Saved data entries
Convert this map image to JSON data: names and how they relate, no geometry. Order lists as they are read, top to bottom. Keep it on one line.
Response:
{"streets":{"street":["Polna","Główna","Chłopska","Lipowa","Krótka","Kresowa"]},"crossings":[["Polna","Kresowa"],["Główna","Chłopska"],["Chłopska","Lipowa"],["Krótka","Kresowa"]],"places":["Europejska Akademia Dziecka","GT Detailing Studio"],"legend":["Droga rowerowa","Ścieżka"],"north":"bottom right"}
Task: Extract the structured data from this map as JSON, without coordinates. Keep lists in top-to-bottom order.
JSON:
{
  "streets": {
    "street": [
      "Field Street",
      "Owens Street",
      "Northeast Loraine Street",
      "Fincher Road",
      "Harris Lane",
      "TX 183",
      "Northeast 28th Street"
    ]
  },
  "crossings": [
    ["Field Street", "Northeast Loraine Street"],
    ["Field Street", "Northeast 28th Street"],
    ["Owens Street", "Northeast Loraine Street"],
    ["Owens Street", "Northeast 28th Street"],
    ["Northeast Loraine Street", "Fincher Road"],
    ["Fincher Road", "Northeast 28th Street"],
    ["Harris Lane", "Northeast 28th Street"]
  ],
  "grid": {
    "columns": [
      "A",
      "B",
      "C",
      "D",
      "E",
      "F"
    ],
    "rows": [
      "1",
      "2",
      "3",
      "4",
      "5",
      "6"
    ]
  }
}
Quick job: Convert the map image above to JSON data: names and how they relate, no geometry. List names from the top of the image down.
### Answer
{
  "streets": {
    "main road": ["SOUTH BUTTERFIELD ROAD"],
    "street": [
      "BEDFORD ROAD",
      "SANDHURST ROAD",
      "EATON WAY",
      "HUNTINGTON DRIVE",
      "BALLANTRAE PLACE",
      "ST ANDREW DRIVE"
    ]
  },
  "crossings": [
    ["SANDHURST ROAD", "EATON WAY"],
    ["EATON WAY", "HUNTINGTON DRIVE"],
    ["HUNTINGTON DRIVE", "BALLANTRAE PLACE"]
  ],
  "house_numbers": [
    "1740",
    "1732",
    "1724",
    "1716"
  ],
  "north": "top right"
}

PROBLEM DETAILS:
Print out every record, character for character.

EXERCISE OUTPUT:
Convert this map image to JSON data: names and how they relate, no geometry. Order lists as they are read, top to bottom. Keep it on one line.
Response:
{"streets":{"street":["Polna","Główna","Chłopska","Lipowa","Krótka","Kresowa"]},"crossings":[["Polna","Kresowa"],["Główna","Chłopska"],["Chłopska","Lipowa"],["Krótka","Kresowa"]],"places":["Europejska Akademia Dziecka","GT Detailing Studio"],"legend":["Droga rowerowa","Ścieżka"],"north":"bottom right"}
Task: Extract the structured data from this map as JSON, without coordinates. Keep lists in top-to-bottom order.
JSON:
{
  "streets": {
    "street": [
      "Field Street",
      "Owens Street",
      "Northeast Loraine Street",
      "Fincher Road",
      "Harris Lane",
      "TX 183",
      "Northeast 28th Street"
    ]
  },
  "crossings": [
    ["Field Street", "Northeast Loraine Street"],
    ["Field Street", "Northeast 28th Street"],
    ["Owens Street", "Northeast Loraine Street"],
    ["Owens Street", "Northeast 28th Street"],
    ["Northeast Loraine Street", "Fincher Road"],
    ["Fincher Road", "Northeast 28th Street"],
    ["Harris Lane", "Northeast 28th Street"]
  ],
  "grid": {
    "columns": [
      "A",
      "B",
      "C",
      "D",
      "E",
      "F"
    ],
    "rows": [
      "1",
      "2",
      "3",
      "4",
      "5",
      "6"
    ]
  }
}
Quick job: Convert the map image above to JSON data: names and how they relate, no geometry. List names from the top of the image down.
### Answer
{
  "streets": {
    "main road": ["SOUTH BUTTERFIELD ROAD"],
    "street": [
      "BEDFORD ROAD",
      "SANDHURST ROAD",
      "EATON WAY",
      "HUNTINGTON DRIVE",
      "BALLANTRAE PLACE",
      "ST ANDREW DRIVE"
    ]
  },
  "crossings": [
    ["SANDHURST ROAD", "EATON WAY"],
    ["EATON WAY", "HUNTINGTON DRIVE"],
    ["HUNTINGTON DRIVE", "BALLANTRAE PLACE"]
  ],
  "house_numbers": [
    "1740",
    "1732",
    "1724",
    "1716"
  ],
  "north": "top right"
}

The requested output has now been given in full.